Jewish Tick, Jewish Tock on the Great Jewish Clock
What is Jewish history? Is it a history like any other except that it happens to be about the Jews? Or is there such a thing as a proper Jewish “historiography,” which is to say, a properly Jewish way of telling the story? And what about the history of the rest of humanity? Is Jewish history the story of a small tribe that fancies itself “chosen” by G‑d? In order to approach these questions, we have to look at the structure of the narrative of Redemption as laid out in the Torah. It’s in the story of the Exodus from Egypt in particular that we find the paradigm for the whole of Jewish history—and all of human history as seen from a Jewish perspective.
Paradise Lost, Paradise Found
When does Jewish history start? On what date? Well, everyone knows it begins with Abraham and Sarah. But when Abraham and Sarah entered into human history they make a huge splash because of the amount of “water” that had built up since Adam and Eve. In order to understand the first 2448 years of human history, we turn to the Midrash. It breaks history down into seven great crises that took place in the days of Adam, Cain, Enosh, Noah, the Tower of Babel, Sodom and Gomorrah, and Abraham’s sojourn in Egypt—and seven great revolutionary acts by which the negative effects of those crises were turned to the good by Abraham, Isaac, Jacob, Levi, Kehot, Amram and Moses.
The Original PTA
In order to get a grip on big chunks of time that define Jewish history, we can break it down into basic epochs, where each epoch is represented by a Jewish man or woman who acts as an “interface” between heaven and earth. In this video lesson, we consider the epoch of the innocent Child that begins with Adam and Eve; the epoch of the troublemaking Adolescent kicked off by Cain; the epoch of the responsible Adult initiated by Noah; the epoch of the Parent inaugurated by Sarah and Abraham; and the epoch of the spiritual Teacher represented by Moses.
Supreme Judge, Big Kehuna
Continuing the breakdown of history into basic epochs, we examine two more human “interfaces” between heaven and earth that represent these epochs. First, the epoch of the Judge, which begins with the 70 elders assembled by Moses and ends with the final days of the Sanhedrin during the Byzantine period.
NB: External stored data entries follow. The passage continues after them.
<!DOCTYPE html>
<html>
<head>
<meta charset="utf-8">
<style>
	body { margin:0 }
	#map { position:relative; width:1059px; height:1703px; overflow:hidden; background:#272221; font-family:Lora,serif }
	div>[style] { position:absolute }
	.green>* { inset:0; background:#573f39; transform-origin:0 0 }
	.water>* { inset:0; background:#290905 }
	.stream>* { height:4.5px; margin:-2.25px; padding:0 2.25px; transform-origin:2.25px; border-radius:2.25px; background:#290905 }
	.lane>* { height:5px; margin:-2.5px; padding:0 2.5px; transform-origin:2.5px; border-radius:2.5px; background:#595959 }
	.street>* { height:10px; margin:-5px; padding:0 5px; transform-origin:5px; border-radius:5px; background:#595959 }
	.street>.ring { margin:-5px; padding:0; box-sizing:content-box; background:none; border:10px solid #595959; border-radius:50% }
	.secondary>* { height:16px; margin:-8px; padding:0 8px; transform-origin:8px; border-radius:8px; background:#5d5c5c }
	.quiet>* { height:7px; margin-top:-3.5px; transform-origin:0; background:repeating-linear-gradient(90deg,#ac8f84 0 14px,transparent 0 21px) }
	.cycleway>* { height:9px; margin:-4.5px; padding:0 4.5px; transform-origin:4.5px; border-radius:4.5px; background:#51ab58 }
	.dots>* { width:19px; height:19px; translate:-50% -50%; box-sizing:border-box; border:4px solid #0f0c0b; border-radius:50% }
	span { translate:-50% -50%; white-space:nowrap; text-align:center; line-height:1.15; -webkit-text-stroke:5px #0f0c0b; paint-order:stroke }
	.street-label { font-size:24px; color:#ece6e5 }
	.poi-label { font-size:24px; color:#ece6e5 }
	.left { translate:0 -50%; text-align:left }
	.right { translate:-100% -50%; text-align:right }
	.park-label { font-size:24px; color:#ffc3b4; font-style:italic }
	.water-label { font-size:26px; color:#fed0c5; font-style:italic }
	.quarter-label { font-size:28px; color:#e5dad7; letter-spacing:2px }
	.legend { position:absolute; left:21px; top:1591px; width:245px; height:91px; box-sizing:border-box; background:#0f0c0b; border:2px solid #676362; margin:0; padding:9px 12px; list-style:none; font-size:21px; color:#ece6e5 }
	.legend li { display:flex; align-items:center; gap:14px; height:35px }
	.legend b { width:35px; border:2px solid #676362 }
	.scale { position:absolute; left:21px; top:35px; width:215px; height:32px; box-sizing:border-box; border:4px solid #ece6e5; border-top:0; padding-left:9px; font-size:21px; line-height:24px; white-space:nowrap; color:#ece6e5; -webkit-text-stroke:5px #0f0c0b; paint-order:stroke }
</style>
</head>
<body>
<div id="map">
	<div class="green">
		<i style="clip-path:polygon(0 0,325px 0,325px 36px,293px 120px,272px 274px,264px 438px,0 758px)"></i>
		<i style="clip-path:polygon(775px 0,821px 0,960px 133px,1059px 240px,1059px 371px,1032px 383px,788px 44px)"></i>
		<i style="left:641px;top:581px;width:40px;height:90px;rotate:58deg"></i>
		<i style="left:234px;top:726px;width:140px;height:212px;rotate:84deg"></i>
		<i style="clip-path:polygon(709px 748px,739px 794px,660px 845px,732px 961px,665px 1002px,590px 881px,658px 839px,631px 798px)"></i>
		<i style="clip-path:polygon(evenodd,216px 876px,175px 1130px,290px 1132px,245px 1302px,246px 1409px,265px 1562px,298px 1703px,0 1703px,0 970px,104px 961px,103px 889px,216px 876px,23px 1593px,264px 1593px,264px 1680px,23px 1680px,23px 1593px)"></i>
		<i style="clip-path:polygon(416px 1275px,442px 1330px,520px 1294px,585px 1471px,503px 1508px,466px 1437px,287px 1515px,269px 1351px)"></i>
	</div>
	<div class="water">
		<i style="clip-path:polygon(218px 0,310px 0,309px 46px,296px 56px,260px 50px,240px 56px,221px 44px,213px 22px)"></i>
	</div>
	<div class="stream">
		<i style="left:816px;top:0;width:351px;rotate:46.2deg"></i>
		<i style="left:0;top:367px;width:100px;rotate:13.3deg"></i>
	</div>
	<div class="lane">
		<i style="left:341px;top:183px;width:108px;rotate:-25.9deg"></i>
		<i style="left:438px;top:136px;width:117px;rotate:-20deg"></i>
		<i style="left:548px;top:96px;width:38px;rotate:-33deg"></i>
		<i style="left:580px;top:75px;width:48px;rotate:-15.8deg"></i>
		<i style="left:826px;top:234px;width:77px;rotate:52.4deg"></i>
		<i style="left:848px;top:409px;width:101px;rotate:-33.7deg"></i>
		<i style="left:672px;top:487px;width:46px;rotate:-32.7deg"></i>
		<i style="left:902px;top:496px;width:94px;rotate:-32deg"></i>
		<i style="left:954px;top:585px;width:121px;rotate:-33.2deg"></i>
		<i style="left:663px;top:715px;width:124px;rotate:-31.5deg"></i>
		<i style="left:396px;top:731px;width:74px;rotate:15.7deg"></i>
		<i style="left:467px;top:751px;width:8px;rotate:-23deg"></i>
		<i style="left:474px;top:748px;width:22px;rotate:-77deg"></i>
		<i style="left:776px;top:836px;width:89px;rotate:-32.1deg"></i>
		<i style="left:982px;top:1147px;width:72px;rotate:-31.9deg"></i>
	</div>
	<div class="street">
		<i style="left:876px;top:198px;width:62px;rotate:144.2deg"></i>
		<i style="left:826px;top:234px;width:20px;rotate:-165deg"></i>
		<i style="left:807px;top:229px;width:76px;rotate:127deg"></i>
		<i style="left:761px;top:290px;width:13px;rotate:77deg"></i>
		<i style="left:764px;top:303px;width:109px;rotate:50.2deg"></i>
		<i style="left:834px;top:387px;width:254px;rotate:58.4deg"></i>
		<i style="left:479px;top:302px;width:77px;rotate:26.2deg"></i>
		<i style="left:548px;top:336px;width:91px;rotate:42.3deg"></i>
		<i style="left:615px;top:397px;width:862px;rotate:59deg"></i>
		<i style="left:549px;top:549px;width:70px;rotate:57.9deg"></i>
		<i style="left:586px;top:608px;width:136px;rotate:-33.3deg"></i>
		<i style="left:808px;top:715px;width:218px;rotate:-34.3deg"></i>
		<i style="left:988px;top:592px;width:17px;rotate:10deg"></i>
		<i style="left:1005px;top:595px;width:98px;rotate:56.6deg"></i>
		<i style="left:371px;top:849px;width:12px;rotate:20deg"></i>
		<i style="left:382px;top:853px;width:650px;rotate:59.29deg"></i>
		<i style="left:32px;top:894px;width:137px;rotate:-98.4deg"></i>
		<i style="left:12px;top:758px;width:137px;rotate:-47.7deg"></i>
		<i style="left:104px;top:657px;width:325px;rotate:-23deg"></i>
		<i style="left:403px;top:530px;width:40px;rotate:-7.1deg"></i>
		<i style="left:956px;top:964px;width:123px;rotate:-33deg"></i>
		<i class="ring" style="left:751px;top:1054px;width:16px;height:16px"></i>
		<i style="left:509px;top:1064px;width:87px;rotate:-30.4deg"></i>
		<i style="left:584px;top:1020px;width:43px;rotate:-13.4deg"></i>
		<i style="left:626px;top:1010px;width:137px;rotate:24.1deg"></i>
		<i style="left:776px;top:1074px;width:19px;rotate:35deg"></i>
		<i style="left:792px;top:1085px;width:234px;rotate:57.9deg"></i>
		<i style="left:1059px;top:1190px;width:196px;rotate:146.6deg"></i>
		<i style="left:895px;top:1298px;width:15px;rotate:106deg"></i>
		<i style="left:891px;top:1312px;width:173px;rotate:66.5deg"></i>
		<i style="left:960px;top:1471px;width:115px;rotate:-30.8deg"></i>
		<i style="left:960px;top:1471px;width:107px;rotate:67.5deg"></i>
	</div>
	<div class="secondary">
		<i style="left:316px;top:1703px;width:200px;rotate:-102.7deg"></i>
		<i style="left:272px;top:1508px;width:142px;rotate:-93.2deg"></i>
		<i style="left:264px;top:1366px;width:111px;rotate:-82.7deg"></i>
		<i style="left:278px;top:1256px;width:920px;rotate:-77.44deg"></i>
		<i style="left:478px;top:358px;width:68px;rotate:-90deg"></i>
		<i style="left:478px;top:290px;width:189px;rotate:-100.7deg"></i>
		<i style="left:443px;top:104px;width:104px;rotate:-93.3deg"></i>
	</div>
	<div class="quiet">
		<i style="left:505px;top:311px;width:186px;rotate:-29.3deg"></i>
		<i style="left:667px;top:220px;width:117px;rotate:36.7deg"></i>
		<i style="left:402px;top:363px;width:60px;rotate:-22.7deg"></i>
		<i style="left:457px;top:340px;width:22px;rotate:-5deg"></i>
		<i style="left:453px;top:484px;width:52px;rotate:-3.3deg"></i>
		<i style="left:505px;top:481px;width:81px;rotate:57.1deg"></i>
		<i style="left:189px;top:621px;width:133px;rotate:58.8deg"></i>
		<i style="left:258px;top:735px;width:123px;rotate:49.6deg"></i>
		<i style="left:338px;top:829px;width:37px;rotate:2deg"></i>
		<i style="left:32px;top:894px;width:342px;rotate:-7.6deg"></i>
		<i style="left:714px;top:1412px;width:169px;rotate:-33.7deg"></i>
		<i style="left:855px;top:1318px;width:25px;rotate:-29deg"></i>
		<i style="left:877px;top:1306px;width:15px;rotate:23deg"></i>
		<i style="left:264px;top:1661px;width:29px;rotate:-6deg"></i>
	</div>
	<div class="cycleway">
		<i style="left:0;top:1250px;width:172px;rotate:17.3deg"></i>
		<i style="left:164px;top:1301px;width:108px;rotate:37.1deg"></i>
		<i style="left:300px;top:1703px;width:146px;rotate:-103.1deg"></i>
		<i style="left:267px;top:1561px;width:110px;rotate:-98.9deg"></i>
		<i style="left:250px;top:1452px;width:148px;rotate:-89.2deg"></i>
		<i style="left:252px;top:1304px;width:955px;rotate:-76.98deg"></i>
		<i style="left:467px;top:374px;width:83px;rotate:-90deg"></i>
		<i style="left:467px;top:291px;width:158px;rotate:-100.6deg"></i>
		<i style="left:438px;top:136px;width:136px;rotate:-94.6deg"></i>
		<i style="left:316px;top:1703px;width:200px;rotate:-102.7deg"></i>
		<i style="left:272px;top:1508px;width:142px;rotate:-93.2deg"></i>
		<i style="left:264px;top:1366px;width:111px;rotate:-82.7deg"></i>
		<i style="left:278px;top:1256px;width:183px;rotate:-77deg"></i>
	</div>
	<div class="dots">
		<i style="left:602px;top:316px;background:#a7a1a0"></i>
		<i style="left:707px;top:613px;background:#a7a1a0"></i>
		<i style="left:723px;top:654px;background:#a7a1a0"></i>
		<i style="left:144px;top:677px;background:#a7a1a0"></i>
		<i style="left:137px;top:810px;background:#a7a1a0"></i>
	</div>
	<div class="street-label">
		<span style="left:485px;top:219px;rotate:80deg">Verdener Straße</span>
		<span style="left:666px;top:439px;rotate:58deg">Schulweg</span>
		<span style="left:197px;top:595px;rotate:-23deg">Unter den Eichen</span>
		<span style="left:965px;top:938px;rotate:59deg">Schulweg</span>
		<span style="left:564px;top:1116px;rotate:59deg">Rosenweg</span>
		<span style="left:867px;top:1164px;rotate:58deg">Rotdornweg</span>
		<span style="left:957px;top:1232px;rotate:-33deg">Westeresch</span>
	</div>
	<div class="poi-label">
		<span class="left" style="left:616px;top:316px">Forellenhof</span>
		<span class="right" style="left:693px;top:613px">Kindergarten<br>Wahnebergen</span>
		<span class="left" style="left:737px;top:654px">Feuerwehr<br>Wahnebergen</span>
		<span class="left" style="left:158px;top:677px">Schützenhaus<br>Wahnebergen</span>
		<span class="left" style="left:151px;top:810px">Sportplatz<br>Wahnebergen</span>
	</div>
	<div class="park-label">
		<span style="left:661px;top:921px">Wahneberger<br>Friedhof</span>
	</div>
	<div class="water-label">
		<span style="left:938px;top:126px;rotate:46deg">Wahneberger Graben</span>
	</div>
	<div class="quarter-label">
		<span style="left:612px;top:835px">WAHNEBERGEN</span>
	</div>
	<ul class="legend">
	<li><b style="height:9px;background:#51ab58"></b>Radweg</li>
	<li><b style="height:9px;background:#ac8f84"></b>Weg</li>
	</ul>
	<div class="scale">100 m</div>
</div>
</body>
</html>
Second, the epoch of the Kohen or Priest, which begins with Moses’s brother Aaron and ends with the destruction of the Second Temple in 70 C.E. What has Jewish history lost with the destruction of the Temple and the obsolescence of active Kohanim and active Jewish legislation?
The classes will be released on a weekly basis beginning on Monday, June 11, and will remain available for viewing from then on, allowing the students to view and process at their own pace. Like all Chabad.org learning, “Your Backstory” is free of charge, though registration is required.